Kaarsbo bedient nur die zombifizierte »Wir-sind-die-Guten«-Selbstwahrnehmung des Westens.
Ich finde es ok, wenn Europa (oder EU) sagt, dass es unabhängiger von anderen Machtblöcken sein will. Ich teile auch kritische Sichtweisen in Bezug auf Trump, Xi, Putin sowieso. Was ich nicht teile ist eine aus meiner Sicht zu naive, selbstbezogene Betonung von "Recht". Welches Recht soll das denn sein? Wer setzt das denn? Die UNO - mit einer Stimme für jeden Staat: Deutschland erkennt eine 1700-Seelen Pazifiknation an und hat schon eine Gegenstimme, mit genauso viel Gewicht wie China? Afghanistan, Fußball-WM in Katar, die Nicht-Wahl Deutschlands in den Sicherheitsrat und vieles mehr zeigen glaube ich recht deutlich, dass es nicht so ist, dass eine große Menschheit einig hinter den Ideen Deutschlands oder der EU steht.
Ich fände es richtiger, international weniger von absoluter Gerechtigkeit zu reden. Das ist meist mehr selbsterklärt, als mit einem echten Mandat der Menschheit. Dafür sollte man klarer sagen, wo eigene Interessen und Werte liegen, und wo Trump etc. diese verletzen.
... beruht wohl auf dem hoch moralisierenden und hoch spekulativen Selbstbild unsere politischen und sozialen Führungsschicht, das der übrigen Welt in penetranter Weise präsentiert worden ist. Das aber war und ist in der Realität mit maximaler Selbstverzwergung und weitgehender Handlungsunfähigkeit gekoppelt.
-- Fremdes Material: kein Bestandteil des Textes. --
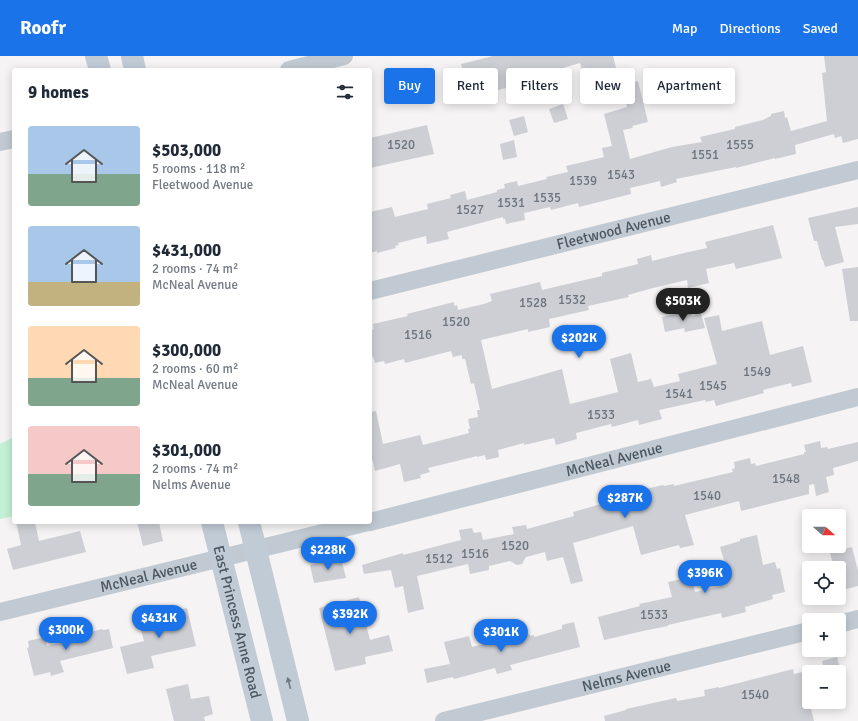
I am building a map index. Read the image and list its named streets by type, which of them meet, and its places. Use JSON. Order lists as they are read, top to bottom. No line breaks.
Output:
{"streets":{"main road":["East Princess Anne Road"],"street":["Fleetwood Avenue","McNeal Avenue","Nelms Avenue"]},"crossings":[["McNeal Avenue","East Princess Anne Road"]],"house_numbers":["1520","1555","1551","1543","1539","1535","1531","1527","1532","1528","1520","1516","1549","1545","1541","1533","1548","1540","1520","1516","1512","1533","1540"],"north":"right","page":{"header":"Roofr","nav":["Map","Directions","Saved"],"chip":["Buy","Rent","Filters","New","Apartment"],"heading":"9 homes","list":[{"name":"$503,000","note":"5 rooms · 118 m² · Fleetwood Avenue"},{"name":"$431,000","note":"2 rooms · 74 m² · McNeal Avenue"},{"name":"$300,000","note":"2 rooms · 60 m² · McNeal Avenue"},{"name":"$301,000","note":"2 rooms · 74 m² · Nelms Avenue"}],"price":["$503K","$202K","$287K","$228K","$396K","$392K","$431K","$300K","$301K"],"map_buttons":["+","−"]}}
Man kann nur davon träumen, dass in unserer politischen und sozialen "Elite" und "Prominenz" irgendwann einmal nüchterne, ernsthafte und pflichtbewusste Menschen wieder Einfluss gewinnen.
da war nichts von Selbstbewusstsein, die reinste Schleimspur gegenüber "Daddy" Trump.
Warum kommt niemand auf die Idee, dass man wieder "friedliche Koexistenz" machen kann? Was hat es der UA gebracht sich gegen den größten Nachbarn in Stellung zu bringen? Wie soll der Frieden aussehen?
und schon lange vorher wird das Recht des Stärkeren hauptsächlich von den usa praktiziert. Wieviele Kriege habe die schon vom Zaun gebrochen? Man kann das verurteilen, aber es war schon immer so und wird auch immer so bleiben. Zumal dann, wenn "die Werte", von denen die EU Häuptlinge faseln, nur von einer Seite bestimmt, die andere überhaupt nicht gefragt wird. Die Phrase "wertebasiert" kommt ausschließlich aus dem dekadenten Westen, ein schönes Kind, aber tot geboren, wie sich heute zeigt. Etwa so wie feministische Außenpolitik.
Bemerkenswert finde ich immer wieder, dass es "Experten" gibt, die behaupten zu wissen, wie oder was Machthaber denken. Oder wissen Geheimdienstler das, weil es zum Job gehört? All seine Unterstellungen und Behauptungen könnte man auch auf die Macrons und Merzens der EU übertragen. Aber die sind genauso unfähig wie die UvdL. EU als geopolitischer Riese? Gott bewahre!